__Exercise description__. Go through the entries one line at a time, and gather every line that has the word "after".

Saved entries:
# # # #
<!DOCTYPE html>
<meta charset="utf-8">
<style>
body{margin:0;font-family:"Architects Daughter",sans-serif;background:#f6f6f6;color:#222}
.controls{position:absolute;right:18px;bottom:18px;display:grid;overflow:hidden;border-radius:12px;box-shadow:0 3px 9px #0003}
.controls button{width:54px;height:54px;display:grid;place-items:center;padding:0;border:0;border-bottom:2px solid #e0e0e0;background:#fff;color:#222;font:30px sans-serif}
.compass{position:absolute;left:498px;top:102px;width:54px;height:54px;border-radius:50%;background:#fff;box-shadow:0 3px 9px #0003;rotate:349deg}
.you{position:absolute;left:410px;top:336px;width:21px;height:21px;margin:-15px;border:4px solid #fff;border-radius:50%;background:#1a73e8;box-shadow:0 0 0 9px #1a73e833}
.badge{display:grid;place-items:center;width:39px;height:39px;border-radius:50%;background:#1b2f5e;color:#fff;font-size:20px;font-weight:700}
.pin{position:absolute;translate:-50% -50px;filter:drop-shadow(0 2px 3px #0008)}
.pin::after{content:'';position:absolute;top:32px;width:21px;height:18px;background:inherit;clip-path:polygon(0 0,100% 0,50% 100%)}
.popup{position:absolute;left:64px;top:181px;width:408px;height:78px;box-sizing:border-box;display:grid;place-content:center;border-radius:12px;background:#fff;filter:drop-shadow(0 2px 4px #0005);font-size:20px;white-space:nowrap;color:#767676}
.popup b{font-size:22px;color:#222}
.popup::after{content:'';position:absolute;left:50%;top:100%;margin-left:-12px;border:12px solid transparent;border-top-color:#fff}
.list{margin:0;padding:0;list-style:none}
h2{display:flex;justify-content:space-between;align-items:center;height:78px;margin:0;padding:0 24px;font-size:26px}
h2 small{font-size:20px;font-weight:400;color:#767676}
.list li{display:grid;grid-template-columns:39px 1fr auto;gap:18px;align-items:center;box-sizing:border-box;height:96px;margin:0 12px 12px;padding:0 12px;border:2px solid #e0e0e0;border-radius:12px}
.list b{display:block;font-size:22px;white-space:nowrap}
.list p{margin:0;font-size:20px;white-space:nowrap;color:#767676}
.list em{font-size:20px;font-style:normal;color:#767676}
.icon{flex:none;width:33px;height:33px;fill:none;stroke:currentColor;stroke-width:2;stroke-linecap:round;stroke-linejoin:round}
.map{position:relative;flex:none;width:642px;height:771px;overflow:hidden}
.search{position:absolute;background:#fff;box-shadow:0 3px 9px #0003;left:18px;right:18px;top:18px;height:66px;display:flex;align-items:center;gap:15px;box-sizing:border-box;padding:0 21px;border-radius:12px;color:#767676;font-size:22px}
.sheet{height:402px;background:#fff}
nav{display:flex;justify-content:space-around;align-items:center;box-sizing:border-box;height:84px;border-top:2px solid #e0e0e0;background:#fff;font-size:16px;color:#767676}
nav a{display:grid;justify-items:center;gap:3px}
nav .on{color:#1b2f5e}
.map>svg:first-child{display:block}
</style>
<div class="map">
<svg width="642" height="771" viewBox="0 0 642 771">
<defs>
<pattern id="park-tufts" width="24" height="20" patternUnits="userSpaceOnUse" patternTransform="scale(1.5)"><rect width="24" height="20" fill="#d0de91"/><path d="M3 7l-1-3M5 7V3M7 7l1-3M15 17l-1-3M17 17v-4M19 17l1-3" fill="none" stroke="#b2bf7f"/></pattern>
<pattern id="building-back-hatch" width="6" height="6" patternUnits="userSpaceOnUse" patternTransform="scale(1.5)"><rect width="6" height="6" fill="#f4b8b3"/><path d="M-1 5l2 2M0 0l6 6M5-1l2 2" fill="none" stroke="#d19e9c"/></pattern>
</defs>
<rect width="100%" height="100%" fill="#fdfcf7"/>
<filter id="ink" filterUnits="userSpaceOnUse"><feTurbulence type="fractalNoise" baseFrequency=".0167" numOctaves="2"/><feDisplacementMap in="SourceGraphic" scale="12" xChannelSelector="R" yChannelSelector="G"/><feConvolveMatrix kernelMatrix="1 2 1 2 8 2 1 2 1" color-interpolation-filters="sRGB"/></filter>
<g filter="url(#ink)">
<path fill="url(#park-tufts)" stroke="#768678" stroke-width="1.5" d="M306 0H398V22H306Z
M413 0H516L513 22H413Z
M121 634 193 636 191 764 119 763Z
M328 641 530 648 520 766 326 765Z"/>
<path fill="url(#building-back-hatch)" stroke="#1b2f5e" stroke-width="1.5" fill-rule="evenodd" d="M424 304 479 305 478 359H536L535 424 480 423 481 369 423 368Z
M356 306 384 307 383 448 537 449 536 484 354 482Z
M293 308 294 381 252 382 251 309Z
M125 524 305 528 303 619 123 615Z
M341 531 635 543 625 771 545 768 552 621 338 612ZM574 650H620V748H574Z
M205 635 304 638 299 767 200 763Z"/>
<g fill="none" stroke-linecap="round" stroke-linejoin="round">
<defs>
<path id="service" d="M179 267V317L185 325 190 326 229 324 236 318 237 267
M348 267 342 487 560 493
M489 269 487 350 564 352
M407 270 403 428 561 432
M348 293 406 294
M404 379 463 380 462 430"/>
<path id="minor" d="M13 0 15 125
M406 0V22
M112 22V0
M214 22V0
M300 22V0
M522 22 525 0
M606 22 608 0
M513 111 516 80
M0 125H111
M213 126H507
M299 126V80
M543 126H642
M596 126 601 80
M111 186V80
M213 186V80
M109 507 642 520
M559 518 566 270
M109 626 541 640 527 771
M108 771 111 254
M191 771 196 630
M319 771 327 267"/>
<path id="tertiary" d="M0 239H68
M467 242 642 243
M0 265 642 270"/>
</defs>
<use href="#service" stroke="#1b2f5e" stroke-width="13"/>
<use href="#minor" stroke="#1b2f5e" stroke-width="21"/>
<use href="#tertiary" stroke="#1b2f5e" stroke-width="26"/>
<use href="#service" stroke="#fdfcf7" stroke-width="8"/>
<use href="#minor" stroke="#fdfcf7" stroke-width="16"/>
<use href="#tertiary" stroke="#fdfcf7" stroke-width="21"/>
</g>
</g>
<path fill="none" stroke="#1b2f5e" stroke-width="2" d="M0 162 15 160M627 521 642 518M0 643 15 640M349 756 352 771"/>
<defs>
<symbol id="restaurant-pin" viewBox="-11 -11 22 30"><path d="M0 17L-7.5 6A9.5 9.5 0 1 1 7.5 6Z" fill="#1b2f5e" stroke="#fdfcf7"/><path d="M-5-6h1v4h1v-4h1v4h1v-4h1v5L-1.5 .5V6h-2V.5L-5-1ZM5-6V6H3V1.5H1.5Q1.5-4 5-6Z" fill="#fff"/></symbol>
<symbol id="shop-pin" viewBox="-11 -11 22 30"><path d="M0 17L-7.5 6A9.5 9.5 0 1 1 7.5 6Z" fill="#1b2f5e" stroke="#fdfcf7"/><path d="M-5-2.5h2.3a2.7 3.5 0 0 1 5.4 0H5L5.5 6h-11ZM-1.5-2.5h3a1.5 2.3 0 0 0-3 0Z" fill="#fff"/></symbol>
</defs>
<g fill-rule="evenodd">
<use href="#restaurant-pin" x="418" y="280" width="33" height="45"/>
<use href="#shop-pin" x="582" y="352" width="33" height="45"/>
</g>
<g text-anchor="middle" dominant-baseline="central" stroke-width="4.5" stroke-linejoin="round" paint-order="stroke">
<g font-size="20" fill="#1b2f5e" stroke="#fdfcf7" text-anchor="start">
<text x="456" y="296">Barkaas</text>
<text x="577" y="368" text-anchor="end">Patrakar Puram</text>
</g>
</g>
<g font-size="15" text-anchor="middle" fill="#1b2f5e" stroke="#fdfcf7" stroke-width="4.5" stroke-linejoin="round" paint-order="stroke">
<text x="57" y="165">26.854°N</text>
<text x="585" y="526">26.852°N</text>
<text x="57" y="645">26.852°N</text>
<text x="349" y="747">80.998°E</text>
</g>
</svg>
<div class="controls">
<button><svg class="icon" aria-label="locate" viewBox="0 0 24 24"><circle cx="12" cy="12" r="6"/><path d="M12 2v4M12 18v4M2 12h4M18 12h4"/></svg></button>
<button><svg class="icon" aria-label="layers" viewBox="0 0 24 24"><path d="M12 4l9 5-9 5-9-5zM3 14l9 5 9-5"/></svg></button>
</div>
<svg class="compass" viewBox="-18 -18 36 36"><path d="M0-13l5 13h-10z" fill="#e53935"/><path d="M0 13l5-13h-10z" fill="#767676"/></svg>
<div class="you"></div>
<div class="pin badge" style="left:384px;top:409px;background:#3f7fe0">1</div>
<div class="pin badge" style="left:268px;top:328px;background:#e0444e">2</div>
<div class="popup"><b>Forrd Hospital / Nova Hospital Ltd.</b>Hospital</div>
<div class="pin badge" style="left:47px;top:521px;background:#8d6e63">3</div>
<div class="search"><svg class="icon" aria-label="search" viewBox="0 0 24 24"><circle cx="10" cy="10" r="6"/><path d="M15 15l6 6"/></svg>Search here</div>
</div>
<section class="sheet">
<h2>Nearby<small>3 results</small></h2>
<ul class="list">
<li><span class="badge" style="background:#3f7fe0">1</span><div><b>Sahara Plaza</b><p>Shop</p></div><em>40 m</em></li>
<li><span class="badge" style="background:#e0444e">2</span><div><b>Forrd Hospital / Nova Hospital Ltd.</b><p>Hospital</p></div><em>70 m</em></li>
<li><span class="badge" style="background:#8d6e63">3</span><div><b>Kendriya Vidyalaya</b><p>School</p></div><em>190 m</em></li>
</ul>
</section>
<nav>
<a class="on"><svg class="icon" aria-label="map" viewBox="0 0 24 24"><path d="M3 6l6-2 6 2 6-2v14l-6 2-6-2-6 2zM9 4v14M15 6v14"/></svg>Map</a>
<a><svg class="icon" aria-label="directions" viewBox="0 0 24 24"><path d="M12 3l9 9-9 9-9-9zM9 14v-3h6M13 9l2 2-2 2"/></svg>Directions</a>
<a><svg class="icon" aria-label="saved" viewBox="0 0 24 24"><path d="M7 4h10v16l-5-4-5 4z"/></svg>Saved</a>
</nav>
# # # #
__Answer__.
.pin::after{content:'';position:absolute;top:32px;width:21px;height:18px;background:inherit;clip-path:polygon(0 0,100% 0,50% 100%)}
.popup::after{content:'';position:absolute;left:50%;top:100%;margin-left:-12px;border:12px solid transparent;border-top-color:#fff}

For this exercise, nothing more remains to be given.